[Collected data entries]
- - - - -

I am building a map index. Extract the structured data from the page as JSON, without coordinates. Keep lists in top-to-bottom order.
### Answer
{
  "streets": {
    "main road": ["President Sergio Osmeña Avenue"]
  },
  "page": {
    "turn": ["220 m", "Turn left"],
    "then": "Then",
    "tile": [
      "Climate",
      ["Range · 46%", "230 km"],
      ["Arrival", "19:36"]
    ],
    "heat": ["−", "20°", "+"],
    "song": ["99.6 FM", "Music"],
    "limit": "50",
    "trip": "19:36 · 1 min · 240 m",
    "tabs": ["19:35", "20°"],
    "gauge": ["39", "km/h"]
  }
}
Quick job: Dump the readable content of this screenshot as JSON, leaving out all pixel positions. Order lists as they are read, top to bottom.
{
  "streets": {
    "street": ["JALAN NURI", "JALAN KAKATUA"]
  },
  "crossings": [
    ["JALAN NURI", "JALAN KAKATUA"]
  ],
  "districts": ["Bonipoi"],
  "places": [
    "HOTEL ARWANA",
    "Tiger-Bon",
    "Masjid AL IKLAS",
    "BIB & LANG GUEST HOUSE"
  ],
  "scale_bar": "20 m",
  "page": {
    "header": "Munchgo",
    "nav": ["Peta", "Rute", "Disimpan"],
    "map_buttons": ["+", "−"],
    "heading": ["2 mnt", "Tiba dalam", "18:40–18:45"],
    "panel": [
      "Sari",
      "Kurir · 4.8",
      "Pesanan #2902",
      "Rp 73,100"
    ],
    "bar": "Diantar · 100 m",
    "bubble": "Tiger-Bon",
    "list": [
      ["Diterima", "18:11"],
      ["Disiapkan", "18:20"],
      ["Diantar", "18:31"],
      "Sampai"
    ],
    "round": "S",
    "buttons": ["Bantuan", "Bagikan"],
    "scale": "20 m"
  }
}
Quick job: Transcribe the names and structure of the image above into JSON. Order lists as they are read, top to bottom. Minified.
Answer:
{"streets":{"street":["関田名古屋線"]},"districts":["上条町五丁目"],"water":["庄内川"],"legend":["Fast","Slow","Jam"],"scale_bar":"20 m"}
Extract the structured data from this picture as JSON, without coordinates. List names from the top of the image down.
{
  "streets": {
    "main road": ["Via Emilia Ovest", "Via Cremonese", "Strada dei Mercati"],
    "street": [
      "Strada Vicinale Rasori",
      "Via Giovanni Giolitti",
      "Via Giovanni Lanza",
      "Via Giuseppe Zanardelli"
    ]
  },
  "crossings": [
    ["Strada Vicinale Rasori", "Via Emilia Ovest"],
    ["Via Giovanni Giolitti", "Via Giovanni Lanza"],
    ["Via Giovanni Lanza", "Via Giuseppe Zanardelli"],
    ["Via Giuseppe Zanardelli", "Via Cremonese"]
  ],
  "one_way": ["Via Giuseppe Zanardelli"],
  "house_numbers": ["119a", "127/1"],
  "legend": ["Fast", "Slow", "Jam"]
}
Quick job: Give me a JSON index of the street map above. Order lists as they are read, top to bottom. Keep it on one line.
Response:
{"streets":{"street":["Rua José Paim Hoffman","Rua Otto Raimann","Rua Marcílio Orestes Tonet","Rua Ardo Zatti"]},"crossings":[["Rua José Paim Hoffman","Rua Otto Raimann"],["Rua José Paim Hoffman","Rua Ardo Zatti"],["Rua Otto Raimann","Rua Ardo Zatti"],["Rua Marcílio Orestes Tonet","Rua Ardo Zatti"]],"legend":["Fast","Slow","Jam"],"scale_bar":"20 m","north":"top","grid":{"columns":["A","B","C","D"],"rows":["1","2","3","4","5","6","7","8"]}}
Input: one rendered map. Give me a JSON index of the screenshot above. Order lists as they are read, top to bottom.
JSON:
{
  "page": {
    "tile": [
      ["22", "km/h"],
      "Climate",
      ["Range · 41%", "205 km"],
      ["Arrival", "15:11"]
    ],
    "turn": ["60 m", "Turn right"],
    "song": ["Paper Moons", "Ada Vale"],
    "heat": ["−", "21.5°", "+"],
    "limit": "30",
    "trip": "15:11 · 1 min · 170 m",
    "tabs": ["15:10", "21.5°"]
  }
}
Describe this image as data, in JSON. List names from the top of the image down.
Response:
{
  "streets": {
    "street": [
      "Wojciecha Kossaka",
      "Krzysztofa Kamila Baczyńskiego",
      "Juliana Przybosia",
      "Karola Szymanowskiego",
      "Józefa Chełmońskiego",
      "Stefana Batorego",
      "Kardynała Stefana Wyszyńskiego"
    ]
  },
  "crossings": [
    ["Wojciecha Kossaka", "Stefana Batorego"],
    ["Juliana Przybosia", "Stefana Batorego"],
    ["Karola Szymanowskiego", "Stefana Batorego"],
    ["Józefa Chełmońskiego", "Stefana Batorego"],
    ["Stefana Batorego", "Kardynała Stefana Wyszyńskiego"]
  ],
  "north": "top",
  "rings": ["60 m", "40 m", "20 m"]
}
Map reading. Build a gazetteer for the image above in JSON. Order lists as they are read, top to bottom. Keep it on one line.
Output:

- - - - -

Exercise brief: Would you copy out every line in the records that includes the string "above"?

Result:
Quick job: Transcribe the names and structure of the image above into JSON. Order lists as they are read, top to bottom. Minified.
Quick job: Give me a JSON index of the street map above. Order lists as they are read, top to bottom. Keep it on one line.
Input: one rendered map. Give me a JSON index of the screenshot above. Order lists as they are read, top to bottom.
Map reading. Build a gazetteer for the image above in JSON. Order lists as they are read, top to bottom. Keep it on one line.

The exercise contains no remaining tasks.